La breve exposición que ha inaugurado en Madrid está cargada de significados e intenciones. Consta de un vídeo, El friso occidental (encuentros), y un conjunto de fotografías, Amanecer, ambos con fondo mitológico y espectral. Romão ha reunido en el vídeo a los jóvenes soldados atenienses que se preparaban para procesionar en el friso que recorría la cara Oeste del Partenón, separados por Lord Elgin y conservados hoy en el Museo Británico y el Museo de la Acrópolis. Y los ha puesto a bailar (figuradamente) al son de la improvisación del percusionista Quim Albergaria.

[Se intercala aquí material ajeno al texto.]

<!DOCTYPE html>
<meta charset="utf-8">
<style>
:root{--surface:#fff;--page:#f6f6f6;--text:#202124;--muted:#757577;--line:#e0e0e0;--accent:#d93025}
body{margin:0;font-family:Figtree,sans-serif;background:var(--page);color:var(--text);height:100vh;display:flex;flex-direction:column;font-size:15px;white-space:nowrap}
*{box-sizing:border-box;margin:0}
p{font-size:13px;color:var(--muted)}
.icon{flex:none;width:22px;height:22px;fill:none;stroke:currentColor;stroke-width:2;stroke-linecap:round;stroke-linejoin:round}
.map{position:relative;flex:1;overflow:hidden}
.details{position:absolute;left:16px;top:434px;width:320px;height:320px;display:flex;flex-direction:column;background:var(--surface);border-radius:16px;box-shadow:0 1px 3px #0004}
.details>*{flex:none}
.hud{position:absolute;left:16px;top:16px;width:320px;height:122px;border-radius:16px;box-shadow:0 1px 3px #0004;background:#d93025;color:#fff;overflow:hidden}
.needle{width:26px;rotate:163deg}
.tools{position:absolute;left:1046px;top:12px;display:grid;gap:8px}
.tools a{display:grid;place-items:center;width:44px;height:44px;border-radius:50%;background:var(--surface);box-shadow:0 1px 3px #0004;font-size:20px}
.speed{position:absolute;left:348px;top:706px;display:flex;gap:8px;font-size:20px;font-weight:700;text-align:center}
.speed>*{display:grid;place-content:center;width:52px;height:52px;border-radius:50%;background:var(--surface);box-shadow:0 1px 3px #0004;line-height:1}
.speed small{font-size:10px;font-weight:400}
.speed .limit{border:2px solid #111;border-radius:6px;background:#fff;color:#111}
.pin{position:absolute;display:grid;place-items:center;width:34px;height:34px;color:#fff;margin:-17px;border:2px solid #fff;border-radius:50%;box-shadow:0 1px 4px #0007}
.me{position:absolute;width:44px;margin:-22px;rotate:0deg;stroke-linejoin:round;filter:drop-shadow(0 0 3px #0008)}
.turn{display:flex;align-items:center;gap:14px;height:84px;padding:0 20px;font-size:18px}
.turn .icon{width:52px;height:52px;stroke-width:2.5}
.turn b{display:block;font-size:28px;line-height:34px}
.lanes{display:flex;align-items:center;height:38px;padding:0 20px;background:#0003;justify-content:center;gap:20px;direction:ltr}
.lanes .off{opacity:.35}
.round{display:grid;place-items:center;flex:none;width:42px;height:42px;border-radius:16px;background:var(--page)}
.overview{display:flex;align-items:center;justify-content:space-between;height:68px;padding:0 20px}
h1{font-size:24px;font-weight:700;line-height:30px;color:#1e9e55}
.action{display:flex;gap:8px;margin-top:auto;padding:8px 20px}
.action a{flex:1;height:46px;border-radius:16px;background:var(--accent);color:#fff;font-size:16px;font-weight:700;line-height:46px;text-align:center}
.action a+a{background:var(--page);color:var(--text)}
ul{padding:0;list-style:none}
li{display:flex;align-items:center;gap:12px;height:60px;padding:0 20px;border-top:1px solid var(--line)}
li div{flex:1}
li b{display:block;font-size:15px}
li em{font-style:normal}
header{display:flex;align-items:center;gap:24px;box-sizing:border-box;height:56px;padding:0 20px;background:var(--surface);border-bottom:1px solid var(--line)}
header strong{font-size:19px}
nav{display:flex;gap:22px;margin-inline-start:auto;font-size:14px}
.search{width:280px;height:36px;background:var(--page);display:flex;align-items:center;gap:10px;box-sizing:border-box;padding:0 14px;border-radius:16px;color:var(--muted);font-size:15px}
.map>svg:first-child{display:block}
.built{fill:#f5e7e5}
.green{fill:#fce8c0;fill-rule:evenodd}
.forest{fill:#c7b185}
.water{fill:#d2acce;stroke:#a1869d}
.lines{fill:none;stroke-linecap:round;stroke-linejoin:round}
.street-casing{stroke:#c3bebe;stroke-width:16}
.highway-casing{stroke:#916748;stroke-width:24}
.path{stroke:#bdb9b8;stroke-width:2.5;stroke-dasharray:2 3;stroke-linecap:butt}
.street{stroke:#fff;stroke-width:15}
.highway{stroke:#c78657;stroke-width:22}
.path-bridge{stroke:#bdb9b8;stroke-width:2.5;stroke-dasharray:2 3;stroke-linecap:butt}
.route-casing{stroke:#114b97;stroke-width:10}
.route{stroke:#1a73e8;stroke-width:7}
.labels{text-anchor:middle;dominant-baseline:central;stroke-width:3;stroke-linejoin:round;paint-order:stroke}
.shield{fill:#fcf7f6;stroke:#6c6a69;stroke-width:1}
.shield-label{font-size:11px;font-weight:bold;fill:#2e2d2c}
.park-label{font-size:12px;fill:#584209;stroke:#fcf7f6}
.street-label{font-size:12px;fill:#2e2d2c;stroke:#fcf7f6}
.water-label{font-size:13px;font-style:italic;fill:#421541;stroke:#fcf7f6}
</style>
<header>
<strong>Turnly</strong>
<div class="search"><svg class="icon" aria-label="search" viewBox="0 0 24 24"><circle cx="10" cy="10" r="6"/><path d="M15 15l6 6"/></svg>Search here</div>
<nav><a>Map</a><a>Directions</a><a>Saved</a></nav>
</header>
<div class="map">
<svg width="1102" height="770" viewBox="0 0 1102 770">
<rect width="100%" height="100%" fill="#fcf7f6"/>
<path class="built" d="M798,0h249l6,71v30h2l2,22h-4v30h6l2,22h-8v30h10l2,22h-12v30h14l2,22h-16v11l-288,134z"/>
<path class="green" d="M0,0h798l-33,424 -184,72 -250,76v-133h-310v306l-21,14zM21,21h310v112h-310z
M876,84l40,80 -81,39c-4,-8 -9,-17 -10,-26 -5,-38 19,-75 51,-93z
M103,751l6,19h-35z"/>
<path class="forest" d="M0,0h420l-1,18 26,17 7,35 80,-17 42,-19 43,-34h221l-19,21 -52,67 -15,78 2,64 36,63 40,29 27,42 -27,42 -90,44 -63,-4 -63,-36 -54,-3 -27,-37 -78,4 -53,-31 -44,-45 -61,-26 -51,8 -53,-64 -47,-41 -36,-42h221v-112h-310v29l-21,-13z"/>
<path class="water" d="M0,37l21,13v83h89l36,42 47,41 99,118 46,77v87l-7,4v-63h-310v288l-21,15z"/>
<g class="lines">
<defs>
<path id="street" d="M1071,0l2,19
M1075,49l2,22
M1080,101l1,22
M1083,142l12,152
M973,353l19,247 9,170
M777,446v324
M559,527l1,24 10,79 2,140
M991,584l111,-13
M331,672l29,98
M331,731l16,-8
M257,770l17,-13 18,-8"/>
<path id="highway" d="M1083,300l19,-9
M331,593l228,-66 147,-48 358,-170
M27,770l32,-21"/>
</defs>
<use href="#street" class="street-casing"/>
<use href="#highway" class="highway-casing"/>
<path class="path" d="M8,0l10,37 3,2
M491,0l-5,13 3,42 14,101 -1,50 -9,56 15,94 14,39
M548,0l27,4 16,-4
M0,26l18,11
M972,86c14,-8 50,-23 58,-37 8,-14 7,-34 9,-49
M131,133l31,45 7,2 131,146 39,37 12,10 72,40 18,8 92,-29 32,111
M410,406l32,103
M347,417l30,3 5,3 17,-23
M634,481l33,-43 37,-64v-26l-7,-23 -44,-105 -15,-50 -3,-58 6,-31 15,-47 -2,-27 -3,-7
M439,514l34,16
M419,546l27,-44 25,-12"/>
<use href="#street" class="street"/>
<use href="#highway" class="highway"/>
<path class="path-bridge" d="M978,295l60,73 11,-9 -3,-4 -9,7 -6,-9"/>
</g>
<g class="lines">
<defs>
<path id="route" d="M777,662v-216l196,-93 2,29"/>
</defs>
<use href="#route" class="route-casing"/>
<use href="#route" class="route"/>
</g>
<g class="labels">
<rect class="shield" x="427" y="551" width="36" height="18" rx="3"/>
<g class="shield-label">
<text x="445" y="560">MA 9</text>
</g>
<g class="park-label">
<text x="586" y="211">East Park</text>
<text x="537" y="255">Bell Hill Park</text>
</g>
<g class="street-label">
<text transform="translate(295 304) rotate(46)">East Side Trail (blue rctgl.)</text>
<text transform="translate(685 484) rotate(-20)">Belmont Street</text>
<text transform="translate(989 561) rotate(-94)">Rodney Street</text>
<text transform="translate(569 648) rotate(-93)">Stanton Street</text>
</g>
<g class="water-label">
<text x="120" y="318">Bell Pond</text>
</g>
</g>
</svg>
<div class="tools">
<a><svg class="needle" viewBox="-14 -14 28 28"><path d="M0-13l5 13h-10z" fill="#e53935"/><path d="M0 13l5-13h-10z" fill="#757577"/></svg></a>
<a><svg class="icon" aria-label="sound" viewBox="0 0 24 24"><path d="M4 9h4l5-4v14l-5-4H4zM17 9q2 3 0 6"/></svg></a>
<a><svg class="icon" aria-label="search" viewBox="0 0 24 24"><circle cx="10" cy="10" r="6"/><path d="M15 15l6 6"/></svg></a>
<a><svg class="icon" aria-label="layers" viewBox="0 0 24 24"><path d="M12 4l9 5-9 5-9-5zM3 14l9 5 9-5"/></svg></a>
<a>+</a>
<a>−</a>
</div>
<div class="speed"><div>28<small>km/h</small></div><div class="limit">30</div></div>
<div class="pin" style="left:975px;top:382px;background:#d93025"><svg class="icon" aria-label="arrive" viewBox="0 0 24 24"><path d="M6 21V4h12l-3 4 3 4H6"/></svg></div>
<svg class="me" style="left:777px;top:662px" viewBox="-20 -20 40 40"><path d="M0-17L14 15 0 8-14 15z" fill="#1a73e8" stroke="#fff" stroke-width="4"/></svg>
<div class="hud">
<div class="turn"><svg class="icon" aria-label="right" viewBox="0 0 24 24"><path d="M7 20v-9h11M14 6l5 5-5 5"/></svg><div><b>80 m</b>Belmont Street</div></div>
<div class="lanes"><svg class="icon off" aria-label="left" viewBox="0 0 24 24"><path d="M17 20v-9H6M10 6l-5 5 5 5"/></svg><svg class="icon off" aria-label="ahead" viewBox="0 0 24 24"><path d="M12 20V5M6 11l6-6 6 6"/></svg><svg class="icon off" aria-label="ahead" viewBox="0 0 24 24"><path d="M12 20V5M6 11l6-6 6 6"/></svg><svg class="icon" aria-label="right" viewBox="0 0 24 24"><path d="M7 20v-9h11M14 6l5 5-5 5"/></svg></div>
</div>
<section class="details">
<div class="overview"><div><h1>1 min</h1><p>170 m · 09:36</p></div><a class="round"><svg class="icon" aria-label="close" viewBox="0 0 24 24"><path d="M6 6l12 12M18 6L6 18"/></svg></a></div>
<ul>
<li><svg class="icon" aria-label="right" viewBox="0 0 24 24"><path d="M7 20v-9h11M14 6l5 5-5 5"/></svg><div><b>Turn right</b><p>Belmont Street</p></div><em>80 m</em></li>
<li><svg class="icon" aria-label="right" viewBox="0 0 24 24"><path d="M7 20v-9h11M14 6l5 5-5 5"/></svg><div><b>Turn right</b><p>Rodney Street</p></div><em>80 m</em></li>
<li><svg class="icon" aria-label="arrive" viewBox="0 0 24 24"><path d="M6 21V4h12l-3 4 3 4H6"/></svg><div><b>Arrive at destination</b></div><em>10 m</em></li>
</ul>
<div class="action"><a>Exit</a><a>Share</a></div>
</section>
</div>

El friso es un formato que implica movimiento lineal y es el que el artista adopta en el desplazamiento de la cámara que recorre este encuentro siempre no-visible: en su emplazamiento original, por la altura a la que estaban situados de los relieves y, hoy, por su dispersión geográfica. El toque de los tambores los convoca de nuevo a una danza pírrica (la que acompañaba los ejercicios militares de los griegos) y nos recuerda las circunstancias bélicas (guerra contra los persas) en las que fue construido el mítico templo ateniense, habitado por la diosa crisoelefantina, viva "con la vida intensa y casi terrorífica de maniquíes e ídolos" (Yourcenar).



Dos de las grandes civilizaciones mediterráneas, Egipto y Grecia, son invocadas por medio de otros cadáveres: los de los escarabajos que merodean por las esculturas de Henry Moore, Emilio Greco y John Chamberlain (expuestas en el Museo Berardo y en la Fundación Gulbenkian). Son, si no me equivoco, escarabajos Atlas (uno de los titanes que guerreó contra los dioses olímpicos), los más fuertes, cuya denominación científica tiene mucho de escultórica: Chalcosoma, cuerpo de cobre. Y, si estamos hablando de amaneceres y atardeceres en el Mediterráneo, como indica el poema de introducción de Romão (elemento habitual en sus exposiciones), no es posible dejar de recordar y resucitar al escarabajo Khepri que empuja el disco solar por el cielo egipcio. La mayoría de los escarabajos se alimentan de materia en descomposición, cadáveres vegetales o animales que someten a reciclaje vital. Las esculturas en los museos, ¿están muertas? Tal vez sí, pero también son cadáveres estos coleópteros, reducidos a carcasas, pieles vacías, esculturas huecas que fingen la vida. En un tiempo otro, en una realidad fantasma y violenta.